• [Problem details]: Copy the data that follows exactly. Include no pictures.

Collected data
*** Begin section ***

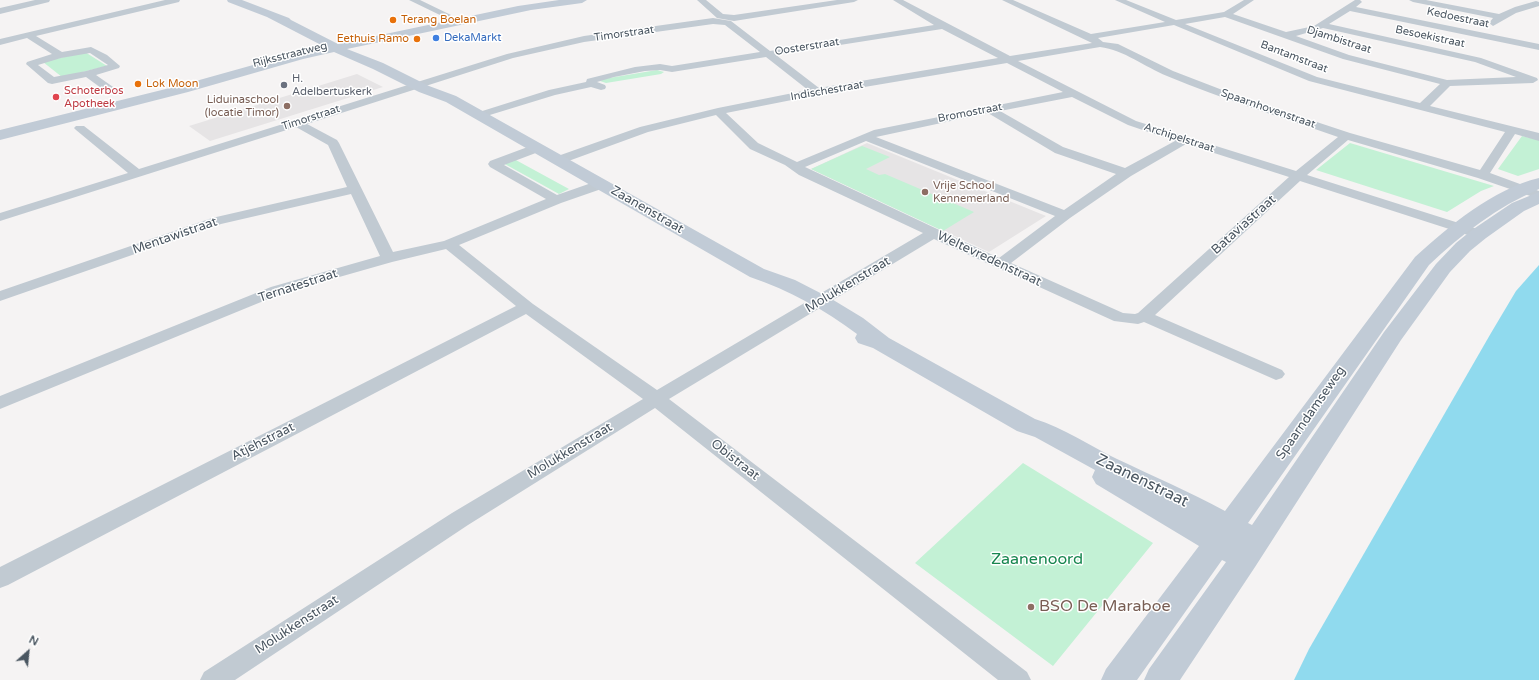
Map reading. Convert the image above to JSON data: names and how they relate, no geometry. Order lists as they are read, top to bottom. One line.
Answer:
{"streets":{"main road":["Rijksstraatweg","Zaanenstraat","Spaarndamseweg"],"street":["Kedoestraat","Timorstraat","Besoekistraat","Djambistraat","Oosterstraat","Bantamstraat","Indischestraat","Spaarnhovenstraat","Bromostraat","Archipelstraat","Bataviastraat","Mentawistraat","Weltevredenstraat","Molukkenstraat","Ternatestraat","Atjehstraat","Obistraat"]},"crossings":[["Timorstraat","Zaanenstraat"],["Besoekistraat","Djambistraat"],["Oosterstraat","Archipelstraat"],["Oosterstraat","Zaanenstraat"],["Rijksstraatweg","Zaanenstraat"],["Indischestraat","Spaarnhovenstraat"],["Indischestraat","Archipelstraat"],["Indischestraat","Zaanenstraat"],["Indischestraat","Weltevredenstraat"],["Spaarnhovenstraat","Bataviastraat"],["Spaarnhovenstraat","Spaarndamseweg"],["Bromostraat","Archipelstraat"],["Bromostraat","Weltevredenstraat"],["Archipelstraat","Bataviastraat"],["Archipelstraat","Spaarndamseweg"],["Zaanenstraat","Molukkenstraat"],["Zaanenstraat","Ternatestraat"],["Zaanenstraat","Spaarndamseweg"],["Bataviastraat","Weltevredenstraat"],["Weltevredenstraat","Molukkenstraat"],["Molukkenstraat","Obistraat"],["Ternatestraat","Obistraat"],["Atjehstraat","Obistraat"]],"parks":["Zaanenoord"],"places":["Terang Boelan","DekaMarkt","Eethuis Ramo","Lok Moon","H. Adelbertuskerk","Schoterbos Apotheek","Liduinaschool (locatie Timor)","Vrije School Kennemerland","BSO De Maraboe"],"north":"top right"}
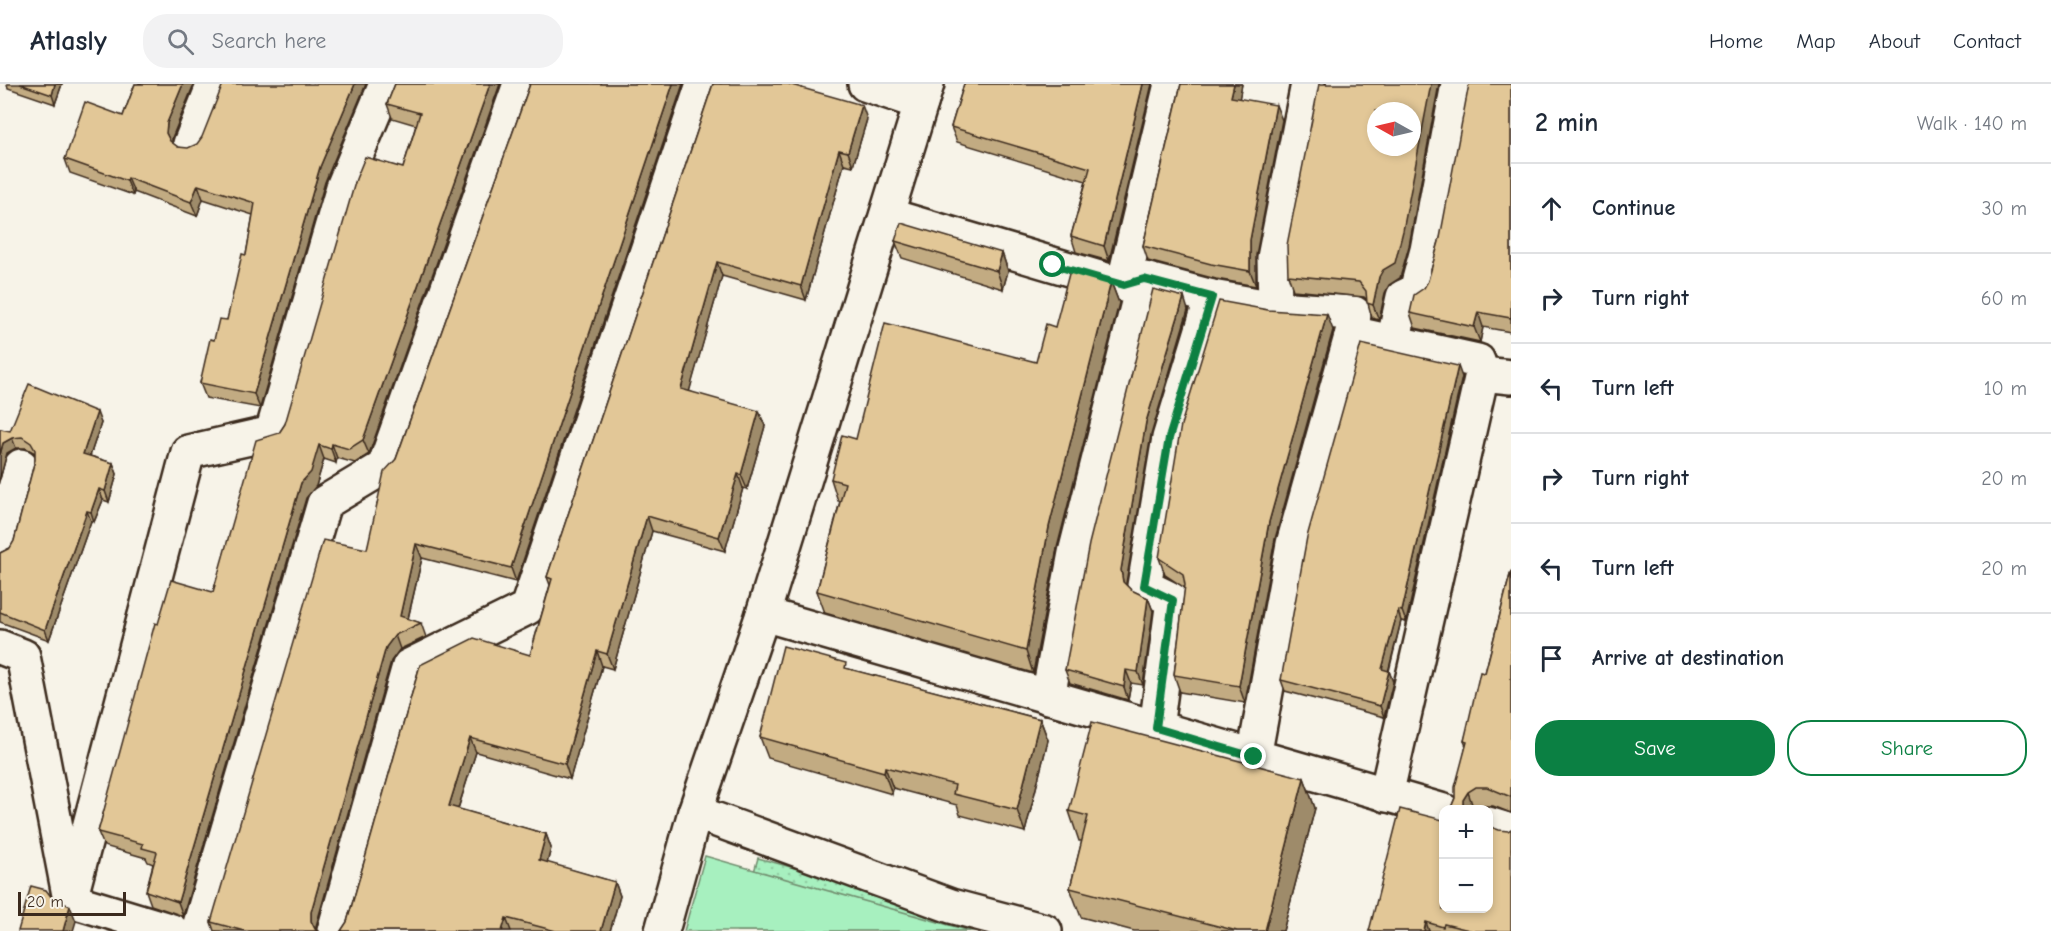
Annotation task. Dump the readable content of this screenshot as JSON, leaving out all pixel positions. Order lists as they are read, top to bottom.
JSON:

*** End section ***

• [Worked solution]:
Map reading. Convert the image above to JSON data: names and how they relate, no geometry. Order lists as they are read, top to bottom. One line.
Answer:
{"streets":{"main road":["Rijksstraatweg","Zaanenstraat","Spaarndamseweg"],"street":["Kedoestraat","Timorstraat","Besoekistraat","Djambistraat","Oosterstraat","Bantamstraat","Indischestraat","Spaarnhovenstraat","Bromostraat","Archipelstraat","Bataviastraat","Mentawistraat","Weltevredenstraat","Molukkenstraat","Ternatestraat","Atjehstraat","Obistraat"]},"crossings":[["Timorstraat","Zaanenstraat"],["Besoekistraat","Djambistraat"],["Oosterstraat","Archipelstraat"],["Oosterstraat","Zaanenstraat"],["Rijksstraatweg","Zaanenstraat"],["Indischestraat","Spaarnhovenstraat"],["Indischestraat","Archipelstraat"],["Indischestraat","Zaanenstraat"],["Indischestraat","Weltevredenstraat"],["Spaarnhovenstraat","Bataviastraat"],["Spaarnhovenstraat","Spaarndamseweg"],["Bromostraat","Archipelstraat"],["Bromostraat","Weltevredenstraat"],["Archipelstraat","Bataviastraat"],["Archipelstraat","Spaarndamseweg"],["Zaanenstraat","Molukkenstraat"],["Zaanenstraat","Ternatestraat"],["Zaanenstraat","Spaarndamseweg"],["Bataviastraat","Weltevredenstraat"],["Weltevredenstraat","Molukkenstraat"],["Molukkenstraat","Obistraat"],["Ternatestraat","Obistraat"],["Atjehstraat","Obistraat"]],"parks":["Zaanenoord"],"places":["Terang Boelan","DekaMarkt","Eethuis Ramo","Lok Moon","H. Adelbertuskerk","Schoterbos Apotheek","Liduinaschool (locatie Timor)","Vrije School Kennemerland","BSO De Maraboe"],"north":"top right"}
Annotation task. Dump the readable content of this screenshot as JSON, leaving out all pixel positions. Order lists as they are read, top to bottom.
JSON:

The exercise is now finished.